The entries below must be copied exactly as they are.

- **Collected data**:
══════════
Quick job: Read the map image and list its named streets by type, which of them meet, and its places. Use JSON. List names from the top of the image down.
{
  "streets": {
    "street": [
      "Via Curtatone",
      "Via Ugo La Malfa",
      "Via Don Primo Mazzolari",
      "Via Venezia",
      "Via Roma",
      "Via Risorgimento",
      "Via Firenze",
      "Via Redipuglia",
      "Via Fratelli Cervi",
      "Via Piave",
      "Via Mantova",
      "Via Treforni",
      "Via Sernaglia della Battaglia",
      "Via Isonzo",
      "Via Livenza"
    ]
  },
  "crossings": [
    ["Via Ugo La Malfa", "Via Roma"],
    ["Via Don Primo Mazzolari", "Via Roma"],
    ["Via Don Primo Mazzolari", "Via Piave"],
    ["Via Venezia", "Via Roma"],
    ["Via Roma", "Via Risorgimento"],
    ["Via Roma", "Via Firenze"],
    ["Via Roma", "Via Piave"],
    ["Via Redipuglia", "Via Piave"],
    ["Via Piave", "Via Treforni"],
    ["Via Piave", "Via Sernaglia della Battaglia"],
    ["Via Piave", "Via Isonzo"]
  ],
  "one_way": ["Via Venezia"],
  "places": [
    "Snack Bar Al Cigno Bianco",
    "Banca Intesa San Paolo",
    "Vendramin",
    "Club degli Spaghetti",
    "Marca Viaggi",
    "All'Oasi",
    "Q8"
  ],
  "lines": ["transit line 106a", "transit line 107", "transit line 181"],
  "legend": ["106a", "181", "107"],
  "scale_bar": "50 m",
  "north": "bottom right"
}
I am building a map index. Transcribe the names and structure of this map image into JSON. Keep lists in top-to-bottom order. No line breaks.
══════════
- **Response for this exercise**:
Quick job: Read the map image and list its named streets by type, which of them meet, and its places. Use JSON. List names from the top of the image down.
{
  "streets": {
    "street": [
      "Via Curtatone",
      "Via Ugo La Malfa",
      "Via Don Primo Mazzolari",
      "Via Venezia",
      "Via Roma",
      "Via Risorgimento",
      "Via Firenze",
      "Via Redipuglia",
      "Via Fratelli Cervi",
      "Via Piave",
      "Via Mantova",
      "Via Treforni",
      "Via Sernaglia della Battaglia",
      "Via Isonzo",
      "Via Livenza"
    ]
  },
  "crossings": [
    ["Via Ugo La Malfa", "Via Roma"],
    ["Via Don Primo Mazzolari", "Via Roma"],
    ["Via Don Primo Mazzolari", "Via Piave"],
    ["Via Venezia", "Via Roma"],
    ["Via Roma", "Via Risorgimento"],
    ["Via Roma", "Via Firenze"],
    ["Via Roma", "Via Piave"],
    ["Via Redipuglia", "Via Piave"],
    ["Via Piave", "Via Treforni"],
    ["Via Piave", "Via Sernaglia della Battaglia"],
    ["Via Piave", "Via Isonzo"]
  ],
  "one_way": ["Via Venezia"],
  "places": [
    "Snack Bar Al Cigno Bianco",
    "Banca Intesa San Paolo",
    "Vendramin",
    "Club degli Spaghetti",
    "Marca Viaggi",
    "All'Oasi",
    "Q8"
  ],
  "lines": ["transit line 106a", "transit line 107", "transit line 181"],
  "legend": ["106a", "181", "107"],
  "scale_bar": "50 m",
  "north": "bottom right"
}
I am building a map index. Transcribe the names and structure of this map image into JSON. Keep lists in top-to-bottom order. No line breaks.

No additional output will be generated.